At the start of the pandemic, he held focus groups to make sure his organisation involved staff in devising the way risk as­sessments for workers were car­ried out. Does he agree that lives are being lost needlessly?

“Yes, because I think we can do more in senior leadership positions. I can do more, and I’m working hard to do that. This is all about leadership and so it has to play a part, but I think we need to think wider than repre­sentation at the top.

“We need to think about cul­ture, about the commitment of a cross-section of our staff who rep­resent a cross-section of society. So how do we gain a social move­ment to create committed staff who are culturally competent so that everyone’s concerned and not just BAME staff?”

His Trust is operating a ‘reverse mentoring’ scheme where junior BAME colleagues mentor more experienced non-BAME leaders. Singh is being counselled by a disabled member of staff.

“We’re learning, and we’re not 100 per cent there. We need to make sure the entire NHS staff are more culturally equipped. We’re encouraging white colleagues to join the BAME network because when we have white members of society marching with BAME peo­ple, showing their anger at what happened to George Floyd, we start to see social movement.”

Singh’s call to change culture across the NHS is echoed by the doctors’ union.

“Our BMA surveys show that twice as many BAME doctors don’t feel able to speak out when they have concerns about safety,” said Dr Nagpaul. “That’s because they feel excluded, they feel they may be blamed, they feel it might affect their career prospects.”

The neighbouring Derbyshire Healthcare is only one of eight Trusts in England with a BAME chief executive. Ifti Majid told Eastern Eye that his Trust collabo­rated with black and Asian staff to create a personalised risk assess­ment process.

“To date, 441 risk assessments have been completed, and we are asking that these be re­viewed on a monthly basis,” said Majid. “While diversity at senior levels in the NHS must be improved, all healthcare leaders have a responsibility to set the tone in respecting others, respecting difference and valuing diversity.”

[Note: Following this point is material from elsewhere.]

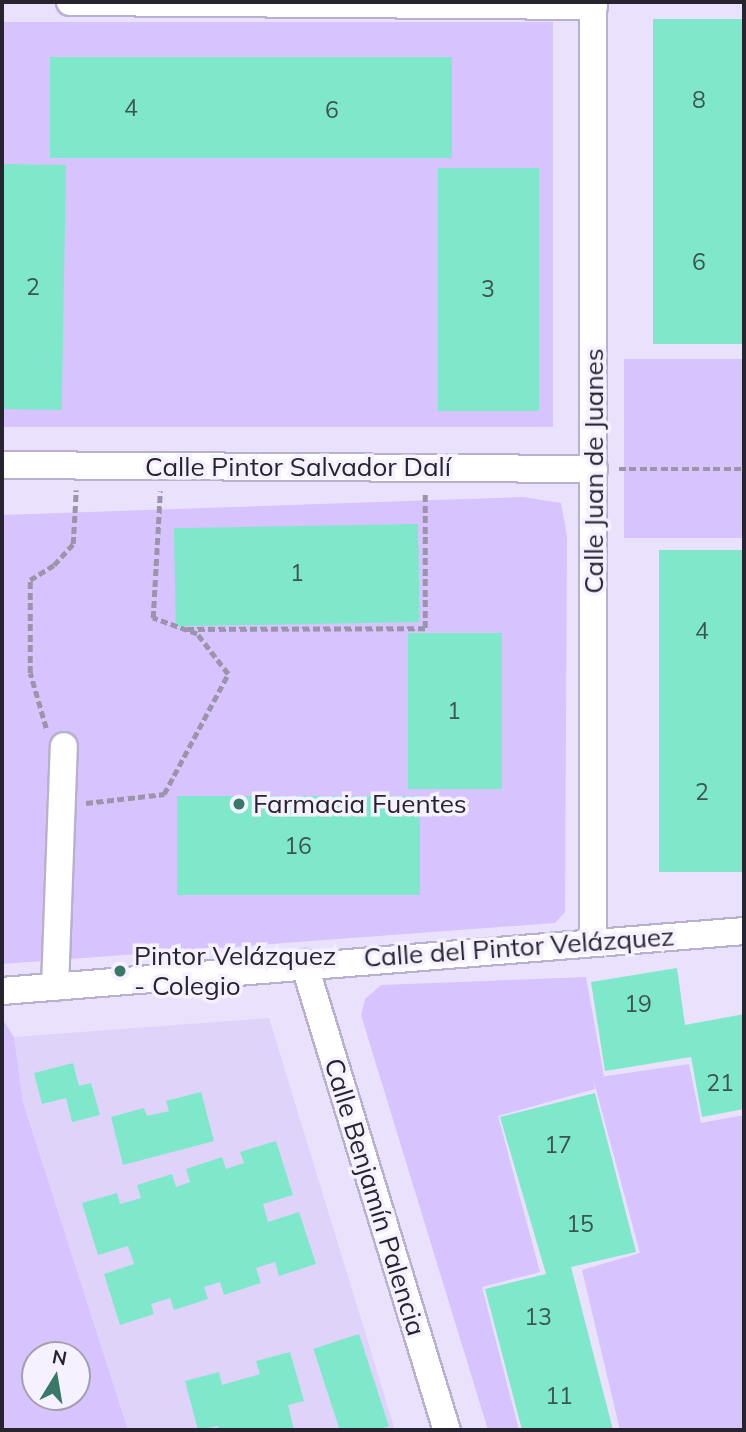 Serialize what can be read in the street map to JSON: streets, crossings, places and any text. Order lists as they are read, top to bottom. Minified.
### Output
{"streets":{"street":["Calle Pintor Salvador Dalí","Calle Juan de Juanes","Calle del Pintor Velázquez","Calle Benjamín Palencia"]},"crossings":[["Calle Pintor Salvador Dalí","Calle Juan de Juanes"],["Calle Juan de Juanes","Calle del Pintor Velázquez"],["Calle del Pintor Velázquez","Calle Benjamín Palencia"]],"places":["Farmacia Fuentes","Pintor Velázquez - Colegio"],"house_numbers":["8","4","6","6","2","3","1","4","1","2","16","19","21","17","15","13","11"],"north":"top"}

But Eastern Eye has also found that the number of BAME board members may not necessarily mean racial ine­qualities will be fewer. At the Walsall Healthcare NHS Trust, white applicants shortlisted for interviews were almost three times (2.73) more likely to get the job compared to BAME candi­dates, according to data from the NHS Workforce Race Equality Standard. Of the 18 board mem­bers, six are black or Asian, in­cluding the chair.

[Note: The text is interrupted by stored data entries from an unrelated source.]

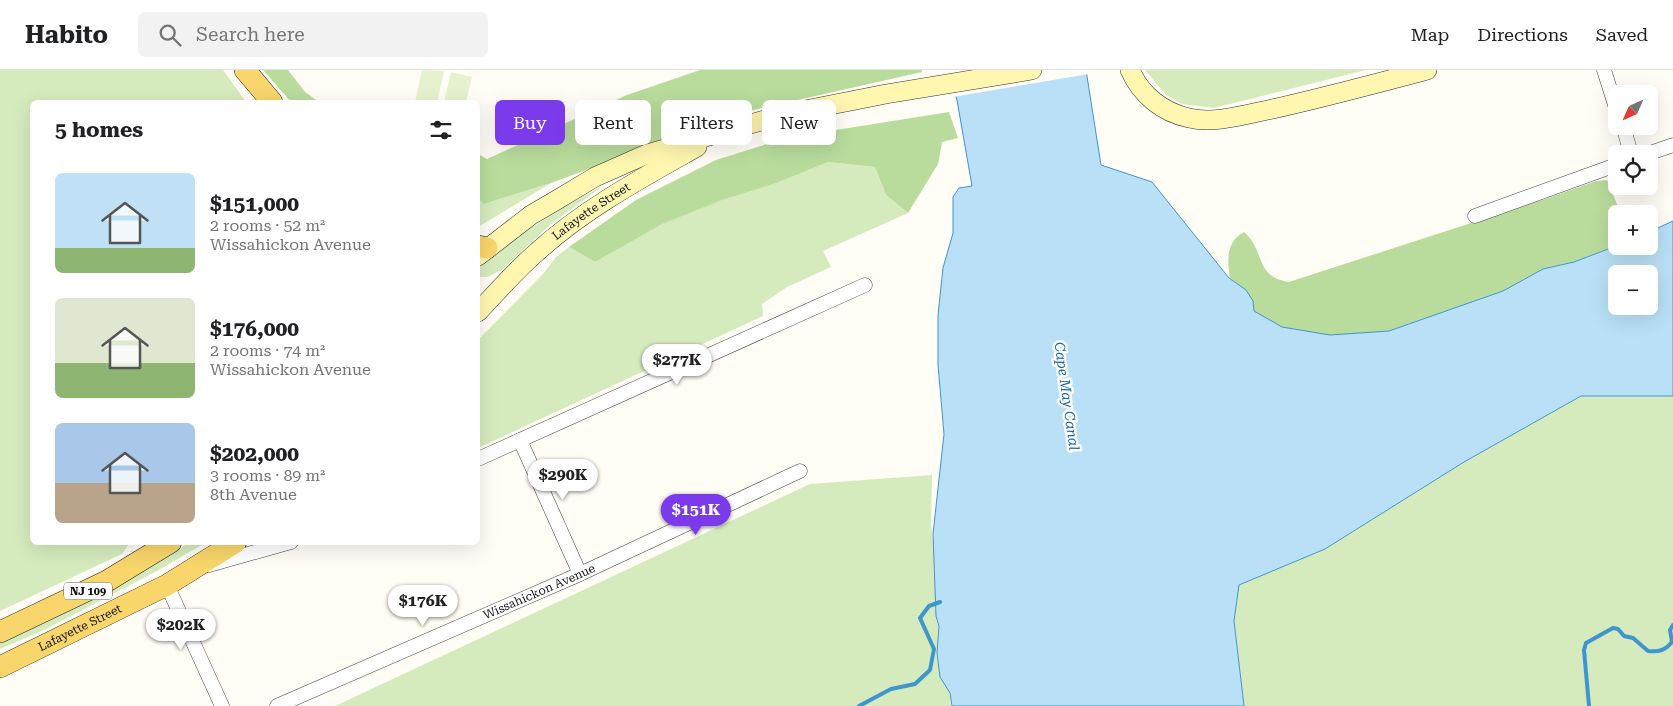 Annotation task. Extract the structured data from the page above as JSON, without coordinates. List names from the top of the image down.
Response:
{
  "streets": {
    "main road": ["Lafayette Street", "NJ 109"],
    "street": ["Wissahickon Avenue"]
  },
  "water": ["Cape May Canal"],
  "north": "bottom left",
  "page": {
    "header": "Habito",
    "search": "Search here",
    "nav": ["Map", "Directions", "Saved"],
    "map_buttons": ["+", "−"],
    "chip": [
      "Buy",
      "Rent",
      "Filters",
      "New"
    ],
    "heading": "5 homes",
    "list": [
      {
        "name": "$151,000",
        "note": "2 rooms · 52 m² · Wissahickon Avenue"
      },
      {
        "name": "$176,000",
        "note": "2 rooms · 74 m² · Wissahickon Avenue"
      },
      {
        "name": "$202,000",
        "note": "3 rooms · 89 m² · 8th Avenue"
      }
    ],
    "price": [
      "$277K",
      "$290K",
      "$151K",
      "$176K",
      "$202K"
    ]
  }
}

One board member who wished to stay anonymous said, “In some cases, being the only black or Asian NED (non-executive direc­tor) can be difficult because your voice can be drowned out. If you are the only director, and you’re not a medic, then you either don’t feel confident to challenge or you don’t want to scupper your career. So, the government might want greater diversity on boards, but they need to be the right NEDs.”

Eastern Eye approached the Trusts named in this report for comment, but most declined.

A spokesperson for the Wirral University Teaching Hospital NHS Foundation Trust, where none of its 17 board members is BAME said, “It is not possible to predict, and there is no evidence to deter­mine whether a BAME board member would have made a dif­ference to our approach to BAME risk assessment. We took proac­tive action to include BAME fac­tors in our risk assessments.”

Meanwhile Barnsley Hospital NHS Foundation Trust, which too has no BAMEs on its board and a four per cent non-white popula­tion said, “The apparent dispro­portionate impact of Cov­id-19 on BAME col­leagues in health­care is an issue affecting all healthcare or­ganisations and is one that Barnsley takes very seriously.”